I have recently finished reading a book written by a senior court official before 1917, and found the following paragraph quite interesting :
" Misfortune seemed to be her lot. Four times her hopes of giving an heir to the crown were brought to naught as one girl after another was born to her, adding to her blighted life the knowledge that in this respect Russia was bitterly disappointed. Her relations with her husband were affectionate, but not tender, and she never knew how to manage him, or to develop by her sympathy the best side of his nature. Her manner towards him, also, was not what it ought to have been. She treated him more like a naughty boy than like a monarch whose first subject she was.
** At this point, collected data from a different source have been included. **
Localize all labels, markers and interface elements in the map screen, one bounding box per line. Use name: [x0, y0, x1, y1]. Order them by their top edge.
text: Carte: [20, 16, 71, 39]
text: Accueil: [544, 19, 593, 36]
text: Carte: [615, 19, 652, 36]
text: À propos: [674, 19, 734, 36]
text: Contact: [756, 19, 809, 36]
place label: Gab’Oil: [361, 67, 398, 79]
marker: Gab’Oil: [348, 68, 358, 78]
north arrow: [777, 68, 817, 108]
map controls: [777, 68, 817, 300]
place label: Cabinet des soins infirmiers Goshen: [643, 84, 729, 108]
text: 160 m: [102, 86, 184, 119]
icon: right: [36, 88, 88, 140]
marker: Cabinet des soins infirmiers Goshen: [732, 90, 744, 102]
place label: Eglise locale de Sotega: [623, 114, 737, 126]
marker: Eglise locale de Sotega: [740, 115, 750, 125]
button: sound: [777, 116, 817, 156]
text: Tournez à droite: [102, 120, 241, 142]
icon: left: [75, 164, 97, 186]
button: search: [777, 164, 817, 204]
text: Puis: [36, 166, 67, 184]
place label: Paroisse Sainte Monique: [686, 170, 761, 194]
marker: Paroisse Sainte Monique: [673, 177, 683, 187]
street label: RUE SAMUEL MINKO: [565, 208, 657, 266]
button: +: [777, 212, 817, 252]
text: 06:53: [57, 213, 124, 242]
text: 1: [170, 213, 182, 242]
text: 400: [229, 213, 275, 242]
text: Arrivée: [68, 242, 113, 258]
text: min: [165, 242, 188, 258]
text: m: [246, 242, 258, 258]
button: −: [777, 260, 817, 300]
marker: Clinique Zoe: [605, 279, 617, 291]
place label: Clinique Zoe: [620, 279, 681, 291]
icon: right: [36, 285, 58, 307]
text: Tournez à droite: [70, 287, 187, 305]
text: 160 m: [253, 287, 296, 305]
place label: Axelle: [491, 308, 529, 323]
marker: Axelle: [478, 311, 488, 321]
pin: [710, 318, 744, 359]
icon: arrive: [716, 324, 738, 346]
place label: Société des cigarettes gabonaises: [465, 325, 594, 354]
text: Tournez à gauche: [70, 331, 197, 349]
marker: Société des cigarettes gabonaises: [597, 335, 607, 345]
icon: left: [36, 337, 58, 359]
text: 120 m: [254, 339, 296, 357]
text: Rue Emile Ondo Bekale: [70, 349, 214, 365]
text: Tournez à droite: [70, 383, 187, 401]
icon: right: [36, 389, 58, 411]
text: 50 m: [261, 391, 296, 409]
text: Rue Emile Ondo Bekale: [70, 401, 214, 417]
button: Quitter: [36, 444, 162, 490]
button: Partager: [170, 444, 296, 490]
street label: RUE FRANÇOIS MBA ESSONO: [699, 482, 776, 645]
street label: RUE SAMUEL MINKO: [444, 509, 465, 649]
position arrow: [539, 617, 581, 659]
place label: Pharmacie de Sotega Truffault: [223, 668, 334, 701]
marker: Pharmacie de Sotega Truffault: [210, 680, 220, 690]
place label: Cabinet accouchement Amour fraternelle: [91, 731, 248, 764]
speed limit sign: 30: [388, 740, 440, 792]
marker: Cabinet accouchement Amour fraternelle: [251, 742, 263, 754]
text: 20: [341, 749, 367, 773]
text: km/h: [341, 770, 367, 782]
In the early days of their marriage it was related that one evening, when they had a few people to tea at Tsarskoye Selo, feeling tired and desiring to withdraw, she turned towards the Emperor, and said to him in English, a language always spoken in the Imperial family, " Now come, my boy; it is time for me to go to bed" One may imagine the stupefaction which this phrase caused among a people accustomed to all the rigidity of etiquette which had always ruled the Court of St Petersburg. They could not understand how an Empress could forget herself so far in the presence of others as to address the Tsar of All the Russias as " my boy"."
I was very surprised by this revelation, and wonder if it was not just gossip, as she was so uptight in the presence of other people. but it does speak volumes about the way in which she dominated her husband.